## [WORK REQUIRED]
Set down exactly the entries below, beginning at their first line and ending at the line with "filter:drop-shadow(2px 0 #2b2b2b)".

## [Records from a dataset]
● ● ● ●

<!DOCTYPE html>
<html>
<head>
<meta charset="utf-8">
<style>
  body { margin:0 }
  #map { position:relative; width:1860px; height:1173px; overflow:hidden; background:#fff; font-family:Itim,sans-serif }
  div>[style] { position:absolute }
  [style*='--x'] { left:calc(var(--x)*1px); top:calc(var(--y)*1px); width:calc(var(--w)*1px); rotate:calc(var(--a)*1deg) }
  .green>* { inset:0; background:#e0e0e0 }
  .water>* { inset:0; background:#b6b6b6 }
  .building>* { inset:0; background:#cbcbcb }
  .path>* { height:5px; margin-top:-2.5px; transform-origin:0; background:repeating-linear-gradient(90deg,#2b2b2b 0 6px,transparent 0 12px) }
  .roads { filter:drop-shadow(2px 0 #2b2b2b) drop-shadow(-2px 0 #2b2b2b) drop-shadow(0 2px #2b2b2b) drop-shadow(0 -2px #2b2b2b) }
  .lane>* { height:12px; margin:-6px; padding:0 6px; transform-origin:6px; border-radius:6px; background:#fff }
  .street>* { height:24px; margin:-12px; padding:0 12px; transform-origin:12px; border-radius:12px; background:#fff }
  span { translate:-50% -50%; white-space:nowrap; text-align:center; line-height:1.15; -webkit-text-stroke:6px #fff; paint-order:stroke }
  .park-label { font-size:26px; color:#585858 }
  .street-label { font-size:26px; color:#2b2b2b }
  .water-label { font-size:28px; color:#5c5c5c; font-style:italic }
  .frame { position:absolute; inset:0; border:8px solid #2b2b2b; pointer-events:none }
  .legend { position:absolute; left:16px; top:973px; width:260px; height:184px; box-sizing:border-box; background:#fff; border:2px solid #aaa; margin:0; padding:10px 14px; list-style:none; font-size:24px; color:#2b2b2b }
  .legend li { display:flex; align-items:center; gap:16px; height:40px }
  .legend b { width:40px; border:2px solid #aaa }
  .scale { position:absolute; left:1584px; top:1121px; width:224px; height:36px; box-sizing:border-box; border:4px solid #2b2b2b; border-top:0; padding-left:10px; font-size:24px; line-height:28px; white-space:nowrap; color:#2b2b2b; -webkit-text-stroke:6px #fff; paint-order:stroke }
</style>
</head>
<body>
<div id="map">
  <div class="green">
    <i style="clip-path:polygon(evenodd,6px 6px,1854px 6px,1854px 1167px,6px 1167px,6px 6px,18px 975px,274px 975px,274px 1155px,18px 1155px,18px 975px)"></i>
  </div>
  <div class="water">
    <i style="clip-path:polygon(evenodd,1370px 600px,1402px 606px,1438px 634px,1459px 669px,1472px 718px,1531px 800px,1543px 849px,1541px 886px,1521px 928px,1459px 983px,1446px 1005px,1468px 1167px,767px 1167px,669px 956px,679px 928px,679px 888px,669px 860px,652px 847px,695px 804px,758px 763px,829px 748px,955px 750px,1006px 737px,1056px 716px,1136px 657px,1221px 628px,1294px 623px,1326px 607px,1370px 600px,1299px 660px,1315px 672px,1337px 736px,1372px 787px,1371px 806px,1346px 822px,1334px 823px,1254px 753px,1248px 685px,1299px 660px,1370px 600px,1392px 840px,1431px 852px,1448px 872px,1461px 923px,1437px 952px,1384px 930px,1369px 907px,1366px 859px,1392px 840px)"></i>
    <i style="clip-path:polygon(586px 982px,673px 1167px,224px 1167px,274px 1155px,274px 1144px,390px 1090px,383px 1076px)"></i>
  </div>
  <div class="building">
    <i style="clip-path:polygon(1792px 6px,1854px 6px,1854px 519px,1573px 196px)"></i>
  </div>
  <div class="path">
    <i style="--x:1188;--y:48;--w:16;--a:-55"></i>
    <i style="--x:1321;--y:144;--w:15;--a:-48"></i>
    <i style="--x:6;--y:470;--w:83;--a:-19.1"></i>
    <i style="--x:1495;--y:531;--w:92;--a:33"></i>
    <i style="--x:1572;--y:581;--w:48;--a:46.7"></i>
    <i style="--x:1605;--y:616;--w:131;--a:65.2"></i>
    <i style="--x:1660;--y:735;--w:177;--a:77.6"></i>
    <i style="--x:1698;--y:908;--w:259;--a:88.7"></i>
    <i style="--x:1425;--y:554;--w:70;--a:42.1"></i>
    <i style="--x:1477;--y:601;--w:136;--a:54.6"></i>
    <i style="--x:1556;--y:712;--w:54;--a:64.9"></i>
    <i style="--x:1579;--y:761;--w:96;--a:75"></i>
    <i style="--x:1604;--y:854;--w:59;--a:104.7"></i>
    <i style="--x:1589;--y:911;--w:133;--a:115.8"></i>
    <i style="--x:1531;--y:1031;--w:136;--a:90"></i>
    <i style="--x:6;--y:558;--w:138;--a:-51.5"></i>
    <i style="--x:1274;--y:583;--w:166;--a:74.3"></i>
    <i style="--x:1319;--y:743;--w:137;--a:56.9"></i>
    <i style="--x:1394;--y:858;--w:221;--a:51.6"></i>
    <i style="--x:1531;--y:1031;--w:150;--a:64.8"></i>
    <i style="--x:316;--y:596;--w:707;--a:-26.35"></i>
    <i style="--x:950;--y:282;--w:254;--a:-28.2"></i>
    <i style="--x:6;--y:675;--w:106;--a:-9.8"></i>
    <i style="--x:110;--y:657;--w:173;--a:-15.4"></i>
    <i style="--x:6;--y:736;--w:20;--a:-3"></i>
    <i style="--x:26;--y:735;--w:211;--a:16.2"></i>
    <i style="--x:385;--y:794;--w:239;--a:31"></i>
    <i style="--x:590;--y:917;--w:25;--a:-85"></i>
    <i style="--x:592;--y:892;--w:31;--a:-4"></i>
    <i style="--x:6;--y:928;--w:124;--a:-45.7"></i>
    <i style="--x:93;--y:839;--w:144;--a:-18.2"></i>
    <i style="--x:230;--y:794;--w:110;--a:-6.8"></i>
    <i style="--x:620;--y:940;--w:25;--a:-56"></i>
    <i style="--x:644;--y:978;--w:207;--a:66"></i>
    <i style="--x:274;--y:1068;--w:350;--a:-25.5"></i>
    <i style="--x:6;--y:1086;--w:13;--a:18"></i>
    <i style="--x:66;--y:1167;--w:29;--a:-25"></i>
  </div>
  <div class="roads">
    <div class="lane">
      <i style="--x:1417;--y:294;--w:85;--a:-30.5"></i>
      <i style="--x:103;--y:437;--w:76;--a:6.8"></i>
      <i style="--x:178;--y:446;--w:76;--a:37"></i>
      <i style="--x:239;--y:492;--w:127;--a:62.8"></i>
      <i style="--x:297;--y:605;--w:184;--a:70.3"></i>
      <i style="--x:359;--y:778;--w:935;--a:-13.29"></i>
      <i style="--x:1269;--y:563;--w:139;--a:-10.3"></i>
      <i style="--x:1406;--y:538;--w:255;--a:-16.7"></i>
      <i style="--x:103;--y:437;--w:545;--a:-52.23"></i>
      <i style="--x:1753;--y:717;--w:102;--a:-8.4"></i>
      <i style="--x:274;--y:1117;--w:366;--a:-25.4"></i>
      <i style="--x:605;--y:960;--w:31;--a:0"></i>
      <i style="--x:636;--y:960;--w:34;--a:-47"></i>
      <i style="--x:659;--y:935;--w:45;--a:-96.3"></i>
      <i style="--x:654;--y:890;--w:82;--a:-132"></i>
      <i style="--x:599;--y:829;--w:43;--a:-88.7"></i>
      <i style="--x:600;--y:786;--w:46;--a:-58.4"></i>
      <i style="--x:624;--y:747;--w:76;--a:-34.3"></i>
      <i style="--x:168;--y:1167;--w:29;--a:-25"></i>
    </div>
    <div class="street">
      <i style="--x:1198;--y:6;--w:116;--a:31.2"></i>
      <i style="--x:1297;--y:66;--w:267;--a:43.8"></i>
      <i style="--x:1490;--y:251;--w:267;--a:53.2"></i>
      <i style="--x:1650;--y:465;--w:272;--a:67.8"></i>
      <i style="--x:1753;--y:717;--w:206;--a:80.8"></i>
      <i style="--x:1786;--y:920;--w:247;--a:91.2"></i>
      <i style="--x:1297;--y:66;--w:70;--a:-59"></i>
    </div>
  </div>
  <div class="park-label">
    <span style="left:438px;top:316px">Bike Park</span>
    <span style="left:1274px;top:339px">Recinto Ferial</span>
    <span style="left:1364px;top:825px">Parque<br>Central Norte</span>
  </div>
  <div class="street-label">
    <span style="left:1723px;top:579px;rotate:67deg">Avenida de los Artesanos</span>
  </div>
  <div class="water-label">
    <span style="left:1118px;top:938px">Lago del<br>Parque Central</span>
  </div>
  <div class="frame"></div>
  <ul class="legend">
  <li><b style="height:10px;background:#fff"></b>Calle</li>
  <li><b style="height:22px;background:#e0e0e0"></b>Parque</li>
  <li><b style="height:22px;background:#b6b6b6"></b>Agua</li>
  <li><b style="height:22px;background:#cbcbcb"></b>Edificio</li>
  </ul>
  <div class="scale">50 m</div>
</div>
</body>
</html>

● ● ● ●

## [REPLY TO THE EXERCISE]
<!DOCTYPE html>
<html>
<head>
<meta charset="utf-8">
<style>
  body { margin:0 }
  #map { position:relative; width:1860px; height:1173px; overflow:hidden; background:#fff; font-family:Itim,sans-serif }
  div>[style] { position:absolute }
  [style*='--x'] { left:calc(var(--x)*1px); top:calc(var(--y)*1px); width:calc(var(--w)*1px); rotate:calc(var(--a)*1deg) }
  .green>* { inset:0; background:#e0e0e0 }
  .water>* { inset:0; background:#b6b6b6 }
  .building>* { inset:0; background:#cbcbcb }
  .path>* { height:5px; margin-top:-2.5px; transform-origin:0; background:repeating-linear-gradient(90deg,#2b2b2b 0 6px,transparent 0 12px) }
  .roads { filter:drop-shadow(2px 0 #2b2b2b) drop-shadow(-2px 0 #2b2b2b) drop-shadow(0 2px #2b2b2b) drop-shadow(0 -2px #2b2b2b) }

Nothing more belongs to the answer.